Permission to re-post my personal articles is granted with acknowledgment of the author, James Arthur Ray and a link back to this website. Thanks and Enjoy!

5 Responses

  1. 'Sometimes life does its best to break you.' People may be looking for 'love' in all the wrong places! You are correct that the greatest mystery is figuring out who 'I am'. As long as we look for meaning, answers, solutions, the why, our why, none of it makes much difference.

    My favorite riddle….

    Mastery is a moving target that is never reached but always fully experienced in the moment. – JAR

    Commitment is accountability minus involvement. It is taking responsibility before the fact rather than after the fact. Commitment makes nothing happen. Action does. Everyone is committed, like a concept. What people have is what they have been comitted to…. Changing commitments changes what is possible.

    A double quote!

    Until one is committed there is hesitancy, the chance to draw back, always ineffectiveness. Concerning all acts of initiative (and creation), there is one elementary truth, the ignorance of which kills countless ideas and splendid plans: that the moment one definitely commits oneself, then Providence moves too.
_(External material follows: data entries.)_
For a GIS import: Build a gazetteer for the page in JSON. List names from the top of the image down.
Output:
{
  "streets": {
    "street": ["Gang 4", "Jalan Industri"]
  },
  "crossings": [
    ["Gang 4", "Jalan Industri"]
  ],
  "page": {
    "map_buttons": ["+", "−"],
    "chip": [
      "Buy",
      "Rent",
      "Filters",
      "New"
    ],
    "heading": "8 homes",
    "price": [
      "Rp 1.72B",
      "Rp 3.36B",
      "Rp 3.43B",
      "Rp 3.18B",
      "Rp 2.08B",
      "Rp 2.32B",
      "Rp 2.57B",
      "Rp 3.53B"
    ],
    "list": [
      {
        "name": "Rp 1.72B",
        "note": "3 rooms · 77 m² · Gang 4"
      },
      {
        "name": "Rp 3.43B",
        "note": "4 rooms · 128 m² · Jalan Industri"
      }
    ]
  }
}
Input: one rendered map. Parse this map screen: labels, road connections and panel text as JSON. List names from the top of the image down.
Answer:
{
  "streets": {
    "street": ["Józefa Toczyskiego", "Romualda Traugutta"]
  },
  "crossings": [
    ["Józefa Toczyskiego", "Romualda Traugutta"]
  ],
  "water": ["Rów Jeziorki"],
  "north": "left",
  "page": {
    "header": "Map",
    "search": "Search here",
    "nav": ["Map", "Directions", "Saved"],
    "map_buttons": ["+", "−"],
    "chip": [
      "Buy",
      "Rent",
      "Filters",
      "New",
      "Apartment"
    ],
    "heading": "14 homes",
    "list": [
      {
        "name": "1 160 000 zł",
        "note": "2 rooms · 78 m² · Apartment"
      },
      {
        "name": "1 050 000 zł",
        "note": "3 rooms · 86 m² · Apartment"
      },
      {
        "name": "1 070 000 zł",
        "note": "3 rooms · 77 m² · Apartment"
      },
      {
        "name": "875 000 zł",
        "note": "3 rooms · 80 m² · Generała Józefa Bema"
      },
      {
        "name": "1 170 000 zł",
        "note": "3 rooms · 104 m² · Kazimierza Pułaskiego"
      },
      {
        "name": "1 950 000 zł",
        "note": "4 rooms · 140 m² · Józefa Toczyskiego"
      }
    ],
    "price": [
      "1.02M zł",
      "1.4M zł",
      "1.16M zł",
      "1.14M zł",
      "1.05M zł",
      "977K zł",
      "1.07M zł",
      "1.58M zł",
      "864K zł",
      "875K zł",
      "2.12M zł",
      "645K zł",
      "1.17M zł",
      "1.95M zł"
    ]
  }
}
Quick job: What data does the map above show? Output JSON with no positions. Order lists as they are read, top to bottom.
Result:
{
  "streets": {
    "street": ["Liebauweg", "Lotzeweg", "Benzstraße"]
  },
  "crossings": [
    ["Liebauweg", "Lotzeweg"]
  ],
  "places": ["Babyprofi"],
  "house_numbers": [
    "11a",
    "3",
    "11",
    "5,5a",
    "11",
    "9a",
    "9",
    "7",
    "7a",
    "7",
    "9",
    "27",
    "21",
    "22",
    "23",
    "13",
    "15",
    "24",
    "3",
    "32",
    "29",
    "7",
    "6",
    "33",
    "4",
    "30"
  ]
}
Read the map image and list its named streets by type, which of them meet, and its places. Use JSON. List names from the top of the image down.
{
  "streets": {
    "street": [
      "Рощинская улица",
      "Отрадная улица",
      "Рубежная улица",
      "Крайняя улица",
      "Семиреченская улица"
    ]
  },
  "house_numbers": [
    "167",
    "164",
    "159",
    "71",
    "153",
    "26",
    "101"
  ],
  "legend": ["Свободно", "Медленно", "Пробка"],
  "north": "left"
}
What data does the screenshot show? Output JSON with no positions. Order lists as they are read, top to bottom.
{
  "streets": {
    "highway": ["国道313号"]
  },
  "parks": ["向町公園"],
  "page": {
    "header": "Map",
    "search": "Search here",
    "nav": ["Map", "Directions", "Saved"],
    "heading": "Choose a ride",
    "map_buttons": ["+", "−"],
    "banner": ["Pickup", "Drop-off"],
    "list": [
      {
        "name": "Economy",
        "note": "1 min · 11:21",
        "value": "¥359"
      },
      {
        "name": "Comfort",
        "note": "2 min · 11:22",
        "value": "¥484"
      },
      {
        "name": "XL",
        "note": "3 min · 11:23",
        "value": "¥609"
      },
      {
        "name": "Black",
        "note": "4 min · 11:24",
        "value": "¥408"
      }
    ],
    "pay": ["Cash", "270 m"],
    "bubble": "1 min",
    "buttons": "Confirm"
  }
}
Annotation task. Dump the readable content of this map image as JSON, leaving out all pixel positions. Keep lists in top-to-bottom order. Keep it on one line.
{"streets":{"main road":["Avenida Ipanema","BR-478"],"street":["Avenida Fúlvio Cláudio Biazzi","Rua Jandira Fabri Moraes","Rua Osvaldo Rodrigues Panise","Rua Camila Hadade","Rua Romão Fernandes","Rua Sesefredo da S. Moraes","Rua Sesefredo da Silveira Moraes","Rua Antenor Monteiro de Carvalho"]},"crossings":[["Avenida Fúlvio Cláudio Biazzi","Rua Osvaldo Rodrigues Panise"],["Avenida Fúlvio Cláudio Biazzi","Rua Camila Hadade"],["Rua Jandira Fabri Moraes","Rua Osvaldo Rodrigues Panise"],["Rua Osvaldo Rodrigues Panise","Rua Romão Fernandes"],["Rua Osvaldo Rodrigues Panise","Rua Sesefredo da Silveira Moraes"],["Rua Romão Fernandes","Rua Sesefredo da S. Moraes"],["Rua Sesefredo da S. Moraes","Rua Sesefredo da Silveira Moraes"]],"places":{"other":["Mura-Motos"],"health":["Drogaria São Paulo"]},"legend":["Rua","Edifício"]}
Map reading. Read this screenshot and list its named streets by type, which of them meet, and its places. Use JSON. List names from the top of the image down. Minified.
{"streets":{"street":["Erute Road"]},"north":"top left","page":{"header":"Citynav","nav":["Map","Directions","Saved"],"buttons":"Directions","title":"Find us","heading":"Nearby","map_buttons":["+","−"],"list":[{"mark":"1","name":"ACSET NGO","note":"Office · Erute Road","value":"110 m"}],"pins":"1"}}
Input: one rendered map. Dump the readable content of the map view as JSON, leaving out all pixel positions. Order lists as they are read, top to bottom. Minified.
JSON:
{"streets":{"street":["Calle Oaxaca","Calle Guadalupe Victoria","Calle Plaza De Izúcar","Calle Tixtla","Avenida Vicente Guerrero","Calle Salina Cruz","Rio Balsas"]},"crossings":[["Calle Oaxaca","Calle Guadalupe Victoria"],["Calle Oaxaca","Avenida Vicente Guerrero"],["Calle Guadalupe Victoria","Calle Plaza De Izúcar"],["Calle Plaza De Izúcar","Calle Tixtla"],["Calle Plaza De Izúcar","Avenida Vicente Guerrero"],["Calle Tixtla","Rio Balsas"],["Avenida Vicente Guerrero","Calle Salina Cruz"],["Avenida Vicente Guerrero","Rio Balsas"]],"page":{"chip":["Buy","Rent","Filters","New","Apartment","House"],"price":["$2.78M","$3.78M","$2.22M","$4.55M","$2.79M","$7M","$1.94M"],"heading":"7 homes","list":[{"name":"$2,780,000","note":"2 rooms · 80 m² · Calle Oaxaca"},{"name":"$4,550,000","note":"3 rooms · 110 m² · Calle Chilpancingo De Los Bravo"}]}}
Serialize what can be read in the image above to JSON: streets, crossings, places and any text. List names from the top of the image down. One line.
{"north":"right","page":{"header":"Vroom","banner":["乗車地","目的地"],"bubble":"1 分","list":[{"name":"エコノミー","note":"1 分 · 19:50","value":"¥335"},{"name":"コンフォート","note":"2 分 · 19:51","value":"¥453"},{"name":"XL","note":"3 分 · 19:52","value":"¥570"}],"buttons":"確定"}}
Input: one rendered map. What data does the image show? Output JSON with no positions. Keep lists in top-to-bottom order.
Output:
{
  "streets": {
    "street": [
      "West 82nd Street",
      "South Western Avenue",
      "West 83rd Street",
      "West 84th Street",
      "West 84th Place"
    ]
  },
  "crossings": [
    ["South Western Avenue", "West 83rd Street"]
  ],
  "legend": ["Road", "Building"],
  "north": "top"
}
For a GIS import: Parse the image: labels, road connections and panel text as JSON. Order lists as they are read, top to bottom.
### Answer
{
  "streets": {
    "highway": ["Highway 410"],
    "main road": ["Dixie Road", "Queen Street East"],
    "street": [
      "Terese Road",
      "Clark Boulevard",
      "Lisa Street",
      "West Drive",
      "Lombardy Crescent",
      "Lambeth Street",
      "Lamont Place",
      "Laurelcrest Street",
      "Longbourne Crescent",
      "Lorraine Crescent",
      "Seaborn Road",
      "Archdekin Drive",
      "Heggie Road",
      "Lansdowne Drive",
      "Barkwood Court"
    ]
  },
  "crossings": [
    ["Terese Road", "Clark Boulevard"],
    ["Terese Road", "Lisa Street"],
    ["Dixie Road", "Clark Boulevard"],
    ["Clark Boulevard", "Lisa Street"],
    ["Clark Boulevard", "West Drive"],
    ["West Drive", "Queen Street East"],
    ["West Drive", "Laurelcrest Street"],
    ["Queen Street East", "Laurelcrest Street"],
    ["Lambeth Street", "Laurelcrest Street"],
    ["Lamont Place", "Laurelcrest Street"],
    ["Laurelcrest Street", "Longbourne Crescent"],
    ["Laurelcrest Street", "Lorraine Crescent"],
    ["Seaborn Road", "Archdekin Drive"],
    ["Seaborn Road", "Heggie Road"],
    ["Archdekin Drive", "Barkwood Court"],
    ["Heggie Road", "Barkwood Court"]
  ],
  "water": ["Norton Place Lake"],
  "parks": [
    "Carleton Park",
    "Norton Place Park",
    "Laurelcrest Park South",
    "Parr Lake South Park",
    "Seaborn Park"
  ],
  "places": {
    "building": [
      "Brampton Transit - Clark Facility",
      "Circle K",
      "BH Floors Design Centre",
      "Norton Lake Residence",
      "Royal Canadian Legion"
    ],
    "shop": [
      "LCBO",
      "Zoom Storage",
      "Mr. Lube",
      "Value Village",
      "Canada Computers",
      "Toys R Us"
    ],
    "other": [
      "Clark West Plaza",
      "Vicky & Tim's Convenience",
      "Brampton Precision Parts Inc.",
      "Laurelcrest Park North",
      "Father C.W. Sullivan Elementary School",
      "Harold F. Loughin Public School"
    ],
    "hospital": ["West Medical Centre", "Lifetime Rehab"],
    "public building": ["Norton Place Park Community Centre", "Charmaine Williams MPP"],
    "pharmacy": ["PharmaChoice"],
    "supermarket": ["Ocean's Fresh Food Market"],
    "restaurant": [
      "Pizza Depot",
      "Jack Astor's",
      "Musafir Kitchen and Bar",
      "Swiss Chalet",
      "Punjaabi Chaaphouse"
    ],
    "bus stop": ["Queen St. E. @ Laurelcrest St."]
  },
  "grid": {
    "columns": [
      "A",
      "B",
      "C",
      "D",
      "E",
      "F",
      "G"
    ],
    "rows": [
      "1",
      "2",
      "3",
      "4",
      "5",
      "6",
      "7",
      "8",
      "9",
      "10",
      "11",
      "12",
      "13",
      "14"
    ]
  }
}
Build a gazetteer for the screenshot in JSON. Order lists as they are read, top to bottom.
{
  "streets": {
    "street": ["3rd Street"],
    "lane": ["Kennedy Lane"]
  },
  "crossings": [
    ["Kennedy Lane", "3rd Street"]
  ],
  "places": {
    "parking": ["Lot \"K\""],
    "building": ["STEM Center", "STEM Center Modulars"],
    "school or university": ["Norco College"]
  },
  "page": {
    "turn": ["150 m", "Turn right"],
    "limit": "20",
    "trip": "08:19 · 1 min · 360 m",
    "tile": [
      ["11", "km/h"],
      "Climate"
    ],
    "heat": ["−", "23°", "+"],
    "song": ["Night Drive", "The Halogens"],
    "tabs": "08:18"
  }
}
    All sorts of things occur to help one that would never otherwise have occurred. A whole stream of events issues from the decision, raising in one's favour all manner of unforeseen incidents and meetings and material assistance, which no one could have dreamt would have come his way.

    I have learned a deep respect for one of Goethe's couplets:

    "Whatever you can do, or dream you can, begin it.
    Boldness has genius, power, and magic in it."

    from "The Scottish Himalayan Expedition"
    by W. H Murray

    Thank you James for carving out a larger commitment.

  2. Thank you both for your time and insights. Both pertinent and thought (and action) provoking. And…ironically I picked Antelope today in the Animal Medicine Cards (ref Sams & Carson). Time to step up the actio

  3. Thanks James once more! I was going to say that you need to have a thick skin to be able to survive the tests, but you just answered that when you said that we need to actually feel comfortable and even enjoy risk, so if you are comfy and having a great time the comments of the other have really no impact in yourself.

    I don't know how you manage James to come even stronger after what you had to live these years but I guess that the worst lesson was for those who attacked you for the fun of it. Many people were not actually involved in the situations but attacked you very violently. I would like to see their faces when they see a stronger and wiser James.

    Now you have more authority to talk about these subjects than many others. You have been there and lived through that.

    Thank you for sharing your lessons with us and enlighten us as well.